From PCUSA NEWS <PCUSA.NEWS@ECUNET.ORG>
Date Fri, 10 Jun 2005 15:08:50 -0500

Note #8762 from PCUSA NEWS to PRESBYNEWS:

05308
June 10, 2005

Former SFTS president Ted Gill dies at 85

Teacher, author and pastor was lifelong servant of PC(USA)

by the Presbyterian News Service

LOUISVILLE - The Rev. Theodore Alexander Gill Sr., a former president of San
Francisco Theological Seminary and provost of John Jay College in the City
University of New York (CUNY), died on June 10 in Princeton, NJ, at age 85.

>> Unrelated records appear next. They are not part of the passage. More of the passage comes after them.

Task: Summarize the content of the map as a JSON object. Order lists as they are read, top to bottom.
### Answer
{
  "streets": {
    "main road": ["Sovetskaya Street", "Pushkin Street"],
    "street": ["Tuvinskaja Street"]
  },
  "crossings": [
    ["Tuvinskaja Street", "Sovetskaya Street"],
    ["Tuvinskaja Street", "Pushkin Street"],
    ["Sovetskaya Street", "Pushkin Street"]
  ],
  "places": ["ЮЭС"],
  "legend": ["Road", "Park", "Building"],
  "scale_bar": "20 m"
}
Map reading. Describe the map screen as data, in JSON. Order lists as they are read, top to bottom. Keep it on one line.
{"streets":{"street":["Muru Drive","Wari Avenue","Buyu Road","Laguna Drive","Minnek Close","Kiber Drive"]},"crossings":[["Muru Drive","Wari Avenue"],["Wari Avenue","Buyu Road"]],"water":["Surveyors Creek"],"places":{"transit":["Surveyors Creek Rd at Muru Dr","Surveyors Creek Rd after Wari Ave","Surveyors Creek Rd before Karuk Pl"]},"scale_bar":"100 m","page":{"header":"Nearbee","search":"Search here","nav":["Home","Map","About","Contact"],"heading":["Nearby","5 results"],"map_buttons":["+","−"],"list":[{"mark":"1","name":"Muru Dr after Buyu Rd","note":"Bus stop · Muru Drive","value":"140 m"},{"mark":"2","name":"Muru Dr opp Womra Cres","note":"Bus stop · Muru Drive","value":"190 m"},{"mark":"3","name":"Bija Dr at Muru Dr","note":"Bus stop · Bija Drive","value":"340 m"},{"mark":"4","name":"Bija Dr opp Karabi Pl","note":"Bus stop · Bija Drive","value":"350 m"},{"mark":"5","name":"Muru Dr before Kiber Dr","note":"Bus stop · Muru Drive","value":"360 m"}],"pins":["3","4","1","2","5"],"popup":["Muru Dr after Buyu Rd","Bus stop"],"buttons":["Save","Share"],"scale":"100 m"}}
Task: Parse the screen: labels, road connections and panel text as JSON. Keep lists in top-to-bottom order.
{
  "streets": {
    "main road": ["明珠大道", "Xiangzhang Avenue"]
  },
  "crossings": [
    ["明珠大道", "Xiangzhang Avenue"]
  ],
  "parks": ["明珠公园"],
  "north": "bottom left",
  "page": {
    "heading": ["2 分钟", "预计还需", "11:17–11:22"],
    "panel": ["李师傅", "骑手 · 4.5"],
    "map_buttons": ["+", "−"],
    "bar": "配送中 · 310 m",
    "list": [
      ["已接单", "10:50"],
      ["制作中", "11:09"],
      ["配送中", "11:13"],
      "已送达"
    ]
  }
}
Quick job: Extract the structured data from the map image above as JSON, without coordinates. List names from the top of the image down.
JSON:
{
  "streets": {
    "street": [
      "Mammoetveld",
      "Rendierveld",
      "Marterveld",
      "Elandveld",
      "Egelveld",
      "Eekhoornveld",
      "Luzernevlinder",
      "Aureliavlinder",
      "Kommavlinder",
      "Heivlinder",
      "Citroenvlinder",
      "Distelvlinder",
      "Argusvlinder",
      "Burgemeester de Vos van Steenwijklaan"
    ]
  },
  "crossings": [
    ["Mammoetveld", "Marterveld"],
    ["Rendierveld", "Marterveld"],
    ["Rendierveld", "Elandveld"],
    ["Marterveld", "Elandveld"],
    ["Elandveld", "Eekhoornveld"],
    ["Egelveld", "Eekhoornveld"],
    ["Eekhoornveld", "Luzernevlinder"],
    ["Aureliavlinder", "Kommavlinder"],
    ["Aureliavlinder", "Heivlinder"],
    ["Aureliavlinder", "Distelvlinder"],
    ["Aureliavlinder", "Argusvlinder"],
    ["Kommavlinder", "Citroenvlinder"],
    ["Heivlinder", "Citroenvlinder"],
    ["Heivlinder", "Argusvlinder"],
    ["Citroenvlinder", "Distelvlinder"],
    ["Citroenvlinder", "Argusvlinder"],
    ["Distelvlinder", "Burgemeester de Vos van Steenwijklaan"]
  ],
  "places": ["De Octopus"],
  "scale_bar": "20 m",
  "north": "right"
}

Gill, a native of Eveleth, MN, was educated at the University of
Wisconsin, Princeton Theological Seminary, Union Seminary in New York City,
and the University of Zurich, where he wrote his doctoral dissertation on
"Recent Protestant Political Theory." His teachers included Emil Brunner,
Karl Barth, Reinhold Niebuhr and Paul Tillich.

He was awarded six honorary doctorates during his career, and was a
founding president of the Graduate Theological Union of Berkeley, CA.

After serving Presbyterian parishes in New Rochelle, NY, and New York
City, he became a professor of religion and dean of chapel at Lindenwood
College in St. Charles, MO. He later became managing editor of The Christian
Century magazine in Chicago and editor of its sister publication, The Pulpit.
He was president of San Francisco Theological Seminary from 1958 to 1966,
then worked on the higher education desk of the World Council of Churches in
Geneva, Switzerland. He was on the faculty of John Jay College of Criminal
Justice-CUNY from 1971 through 1989. In retirement he served as
theologian-in-residence at Nassau Presbyterian Church in Princeton, NJ.

Gill's passion was for the connection between theology and the arts.
At San Francisco Theological Seminary, he sponsored a cutting-edge theater
program. He also was a leader of Art, Religion and Contemporary Culture - an
organization founded by Tillich - and of American Summer Institutes, a series
of annual seminars on religion and the arts in locations including Rome,
Berlin, Budapest, and St. Andrews, Scotland.

He served on the national committee that produced The Worshipbook of
1970 and commissioned the current seal or logo of the Presbyterian Church
(U.S.A.). He also was a longtime member of the permanent judicial commissions
of New York City presbytery and the Synod of the Northeast.

From the early days of the U.S. civil rights struggle, Gill supported
equal rights and opposed segregation. In 1963 and 1964, he was regional chair
of California's "No on Proposition 14" campaign against discriminatory
housing legislation, and in 1965 he marched with Martin Luther King from
Selma to Montgomery, AL, in support of voting rights. In later years, he
voiced support for the full participation of gays and lesbians in church and
society.

He was the author or editor of numerous books, journals, and
articles, among them: The Sermons of John Donne (1958), Memo for a Movie: A
Short Life of Dietrich Bonhoeffer (1971), and, with Robert Bellah and Krister
Stendahl, Religion and the Academic Scene (1975). He was noted for editorial
columns and sermons featured in church magazines and on radio's "The
Protestant Hour."

After suffering a blockage of his carotid artery in May 1994, Gill
began a gradual decline in health and lost the capacity for speech. His wife
of 57 years, Katherine Yonker Gill, died in July 2002. He is survived by a
daughter, Laurie Melissa Keeran of Brewster, MA; a son, the Rev. Theodore
Gill Jr., of Geneva, Switzerland; a granddaughter, Elizabeth Katherine Gill,
of Durham, NC; and longtime caregiver Ben Mensah of New York City.

A memorial service will be held at Nassau Presbyterian Church in
Princeton, NJ, on a date to be determined.